Background Elevated concentrations of homocysteine have been previously identified as an independent risk factor for subclinical atherosclerosis in patients with systemic lupus erythematosus (SLE). Given that heightened homocysteine levels are known to be strongly influenced by genetic factors, in the current study we investigated the contribution of functional polymorphisms of the gene encoding for the enzyme 5,10- methylenetetrahydrofolate reductase (MTHFRC677T and MTHFRA1298C) to atherosclerotic disease characterising SLE patients.

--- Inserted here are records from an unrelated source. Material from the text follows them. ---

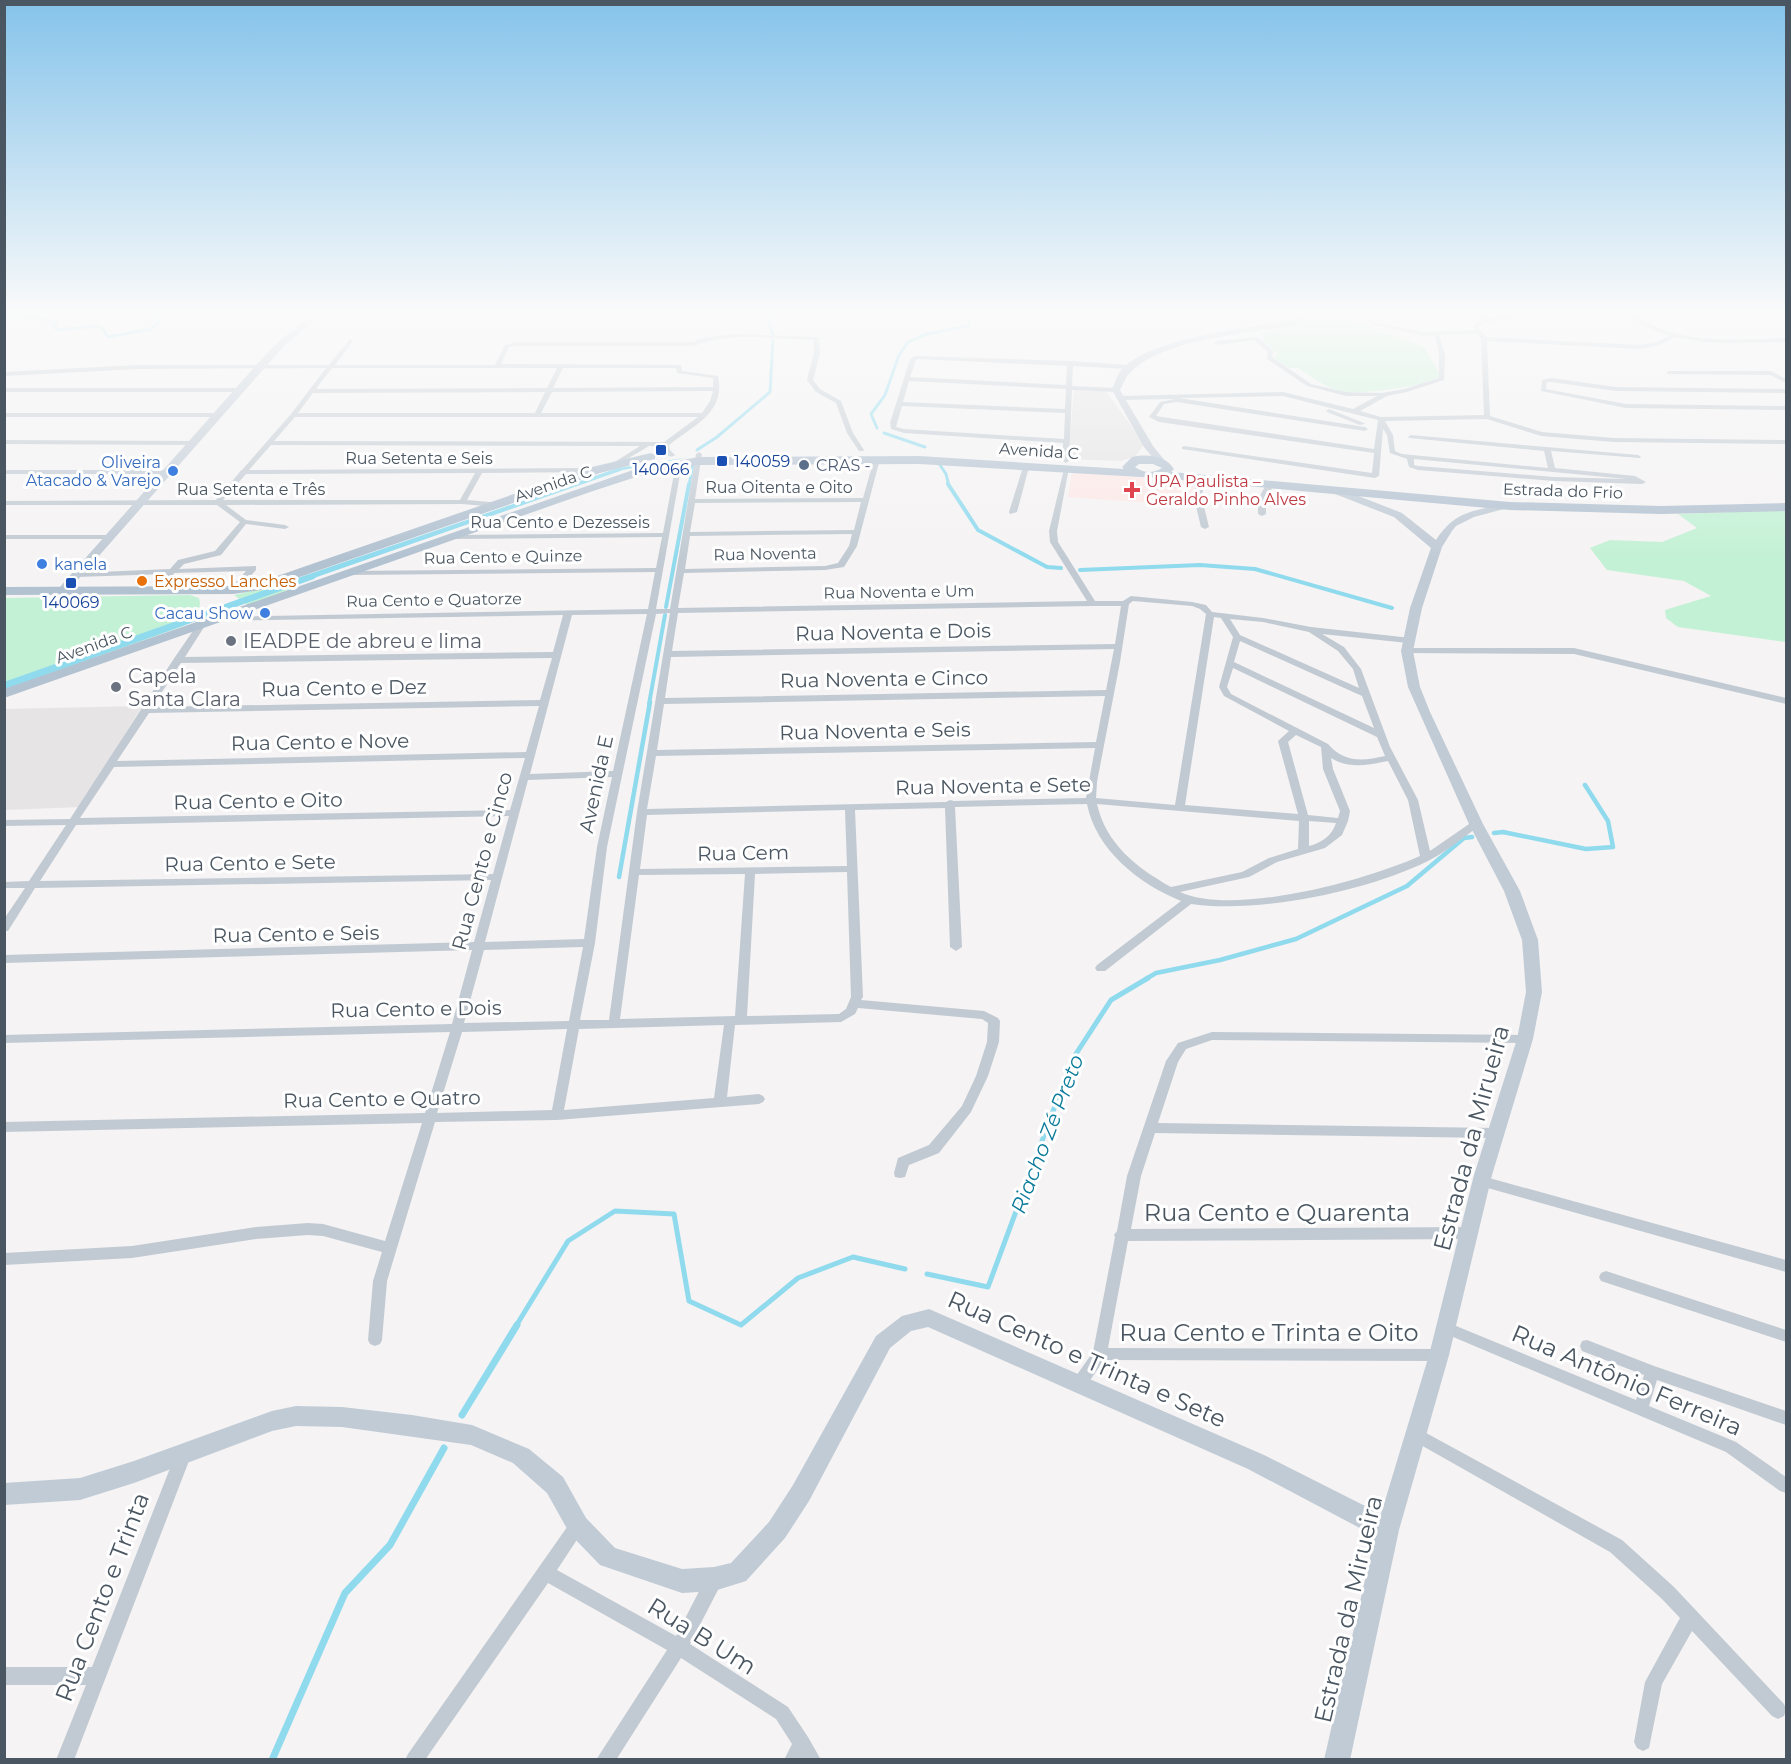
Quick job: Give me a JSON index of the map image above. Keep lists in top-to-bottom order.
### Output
{
  "streets": {
    "main road": [
      "Avenida C",
      "Estrada do Frio",
      "Estrada da Mirueira",
      "Rua Cento e Trinta e Sete"
    ],
    "street": [
      "Rua Setenta e Seis",
      "Rua Oitenta e Oito",
      "Rua Setenta e Três",
      "Rua Cento e Dezesseis",
      "Rua Noventa",
      "Rua Cento e Quinze",
      "Rua Noventa e Um",
      "Rua Cento e Quatorze",
      "Rua Noventa e Dois",
      "Rua Noventa e Cinco",
      "Rua Cento e Dez",
      "Rua Noventa e Seis",
      "Rua Cento e Nove",
      "Avenida E",
      "Rua Noventa e Sete",
      "Rua Cento e Oito",
      "Rua Cem",
      "Rua Cento e Cinco",
      "Rua Cento e Sete",
      "Rua Cento e Seis",
      "Rua Cento e Dois",
      "Rua Cento e Quatro",
      "Rua Cento e Quarenta",
      "Rua Cento e Trinta e Oito",
      "Rua Antônio Ferreira",
      "Rua Cento e Trinta",
      "Rua B Um"
    ]
  },
  "crossings": [
    ["Avenida C", "Rua Setenta e Seis"],
    ["Avenida C", "Rua Setenta e Três"],
    ["Avenida C", "Rua Cento e Dezesseis"],
    ["Avenida C", "Rua Cento e Quinze"],
    ["Avenida C", "Rua Cento e Quatorze"],
    ["Avenida C", "Avenida E"],
    ["Estrada do Frio", "Estrada da Mirueira"],
    ["Rua Cento e Dezesseis", "Avenida E"],
    ["Rua Cento e Quinze", "Avenida E"],
    ["Rua Noventa e Um", "Rua Cento e Quatorze"],
    ["Rua Noventa e Um", "Avenida E"],
    ["Rua Noventa e Um", "Estrada da Mirueira"],
    ["Rua Cento e Quatorze", "Avenida E"],
    ["Rua Cento e Quatorze", "Rua Cento e Cinco"],
    ["Rua Cento e Dez", "Rua Cento e Cinco"],
    ["Rua Cento e Nove", "Rua Cento e Cinco"],
    ["Avenida E", "Rua Cento e Seis"],
    ["Avenida E", "Rua Cento e Dois"],
    ["Avenida E", "Rua Cento e Quatro"],
    ["Rua Cento e Oito", "Rua Cento e Cinco"],
    ["Rua Cento e Cinco", "Rua Cento e Sete"],
    ["Rua Cento e Cinco", "Rua Cento e Seis"],
    ["Rua Cento e Cinco", "Rua Cento e Dois"],
    ["Rua Cento e Cinco", "Rua Cento e Quatro"],
    ["Estrada da Mirueira", "Rua Cento e Quarenta"],
    ["Estrada da Mirueira", "Rua Cento e Trinta e Oito"],
    ["Estrada da Mirueira", "Rua Cento e Trinta e Sete"],
    ["Estrada da Mirueira", "Rua Antônio Ferreira"]
  ],
  "water": ["Riacho Zé Preto"],
  "places": {
    "transit": ["140066", "140059", "140069"],
    "other": [
      "CRAS -",
      "Oliveira Atacado & Varejo",
      "kanela",
      "Expresso Lanches",
      "Cacau Show",
      "IEADPE de abreu e lima",
      "Capela Santa Clara"
    ],
    "health": ["UPA Paulista – Geraldo Pinho Alves"]
  }
}
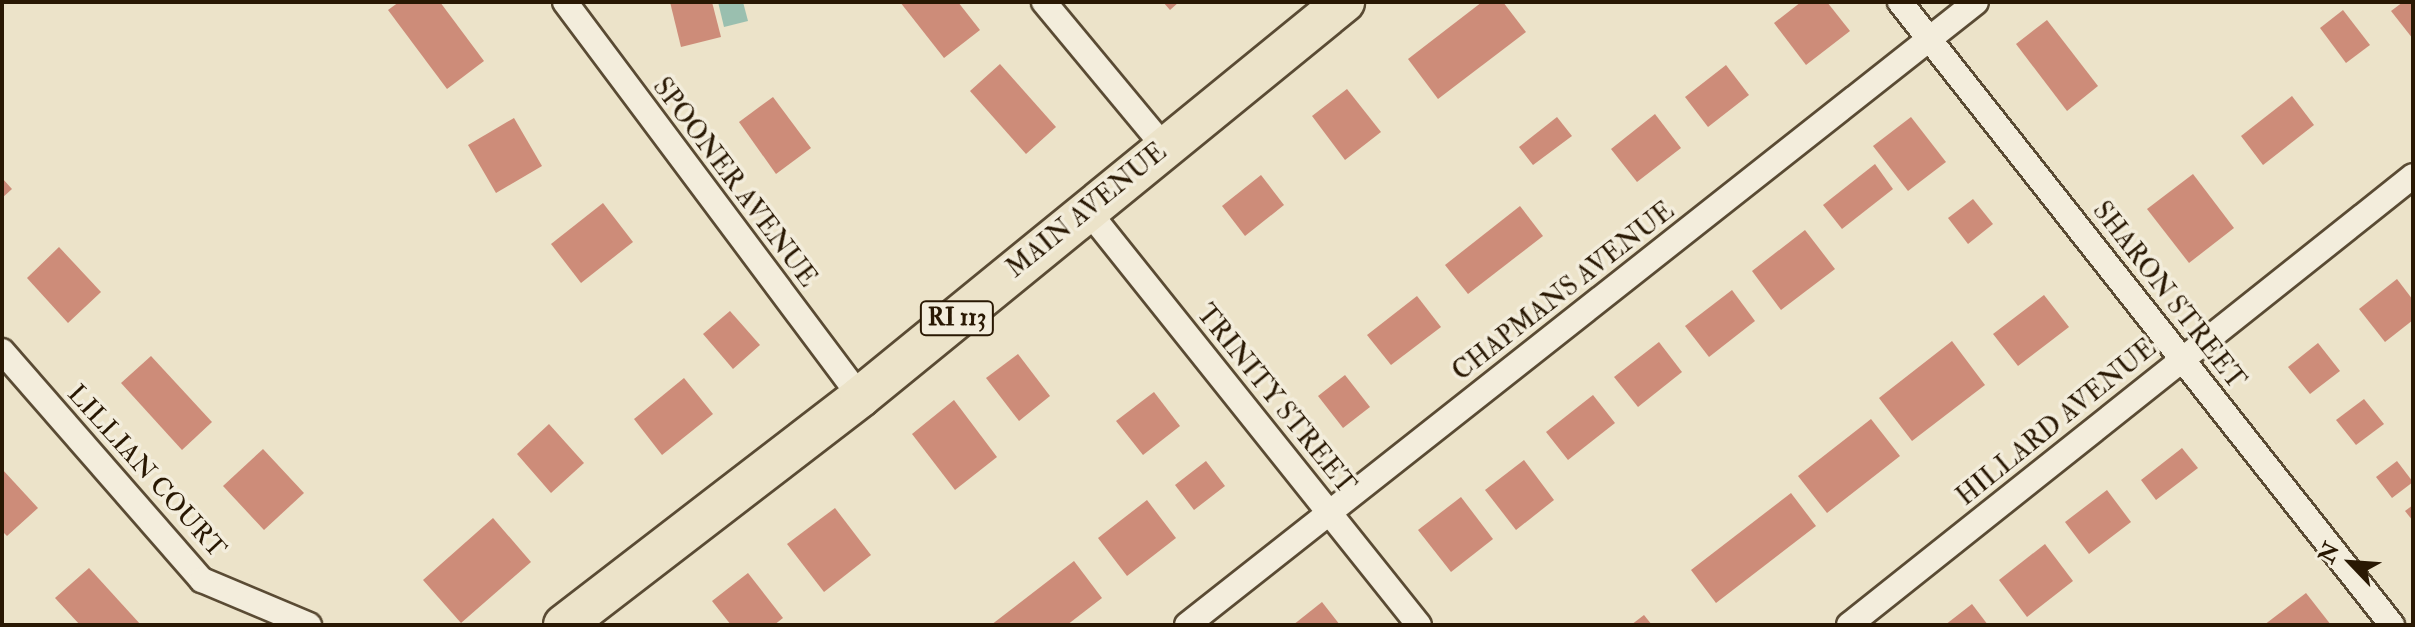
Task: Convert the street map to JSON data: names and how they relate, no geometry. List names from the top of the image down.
{
  "streets": {
    "main road": ["MAIN AVENUE", "RI 113"],
    "street": [
      "SPOONER AVENUE",
      "CHAPMANS AVENUE",
      "SHARON STREET",
      "TRINITY STREET",
      "HILLARD AVENUE",
      "LILLIAN COURT"
    ]
  },
  "crossings": [
    ["SPOONER AVENUE", "MAIN AVENUE"],
    ["MAIN AVENUE", "TRINITY STREET"],
    ["CHAPMANS AVENUE", "SHARON STREET"],
    ["CHAPMANS AVENUE", "TRINITY STREET"],
    ["SHARON STREET", "HILLARD AVENUE"]
  ],
  "north": "top left"
}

Materials and methods 138 consecutive SLE patients, according to the American College of Rheumatology (ACR) classification criteria were included in the study. All patients underwent ultrasound measurement of intima-media thickness scores (IMT) and detection of carotid and/or femoral (C/F) plaque. Clinical, haematological, serological, immunological characteristics, therapeutic regimens and classical risk factors for cardiovascular disease were recorded. Peripheral DNA samples from all SLE patients and 561 age/sex matched apparently healthy volunteers (HC) were genotyped by PCR-based assays for the detection of the MTHFR gene polymorphisms (C677T and A1298C). Data were analysed using univariate and multivariate models (SPSS 21.0) and SNPstats software.
Results While no difference in the prevalence of MTHFR677TT and MTHFR1298CC genotypes were detected between SLE patients and HC (19% vs 18.4% and 9.6% vs 11.9%, respectively, p-values>0.05 for both comparisons), MTHFR677TT variant was detected more frequently in SLE patients with plaque formation and high IMT scores compared to those without (26.8% vs 11.9%, p-value=0.004% and 29% vs 15%, p-value=0.02, respectively). A similar trend-though non significant- was observed between MTHFR1298CC variant with plaque formation/heightened IMT scores. The presence of either MTHFR1298CC or 677TT was identified as independent risk factor for both the formation of atherosclerotic plaque and high IMT scores [OR (95%) CI: 4.8 (1.00–23.7) and OR (95%) CI: 3.6 (1.00–13.8) respectively], following adjustment for potential cofounders.
Conclusions The independent association between the homozygous state for either MTHFR677TT or MTHFR1298CC genetic variants and subclinical atherosclerosis implies genetic influences as potential contributors to the increased burden of atherosclerotic disease characterising SLE.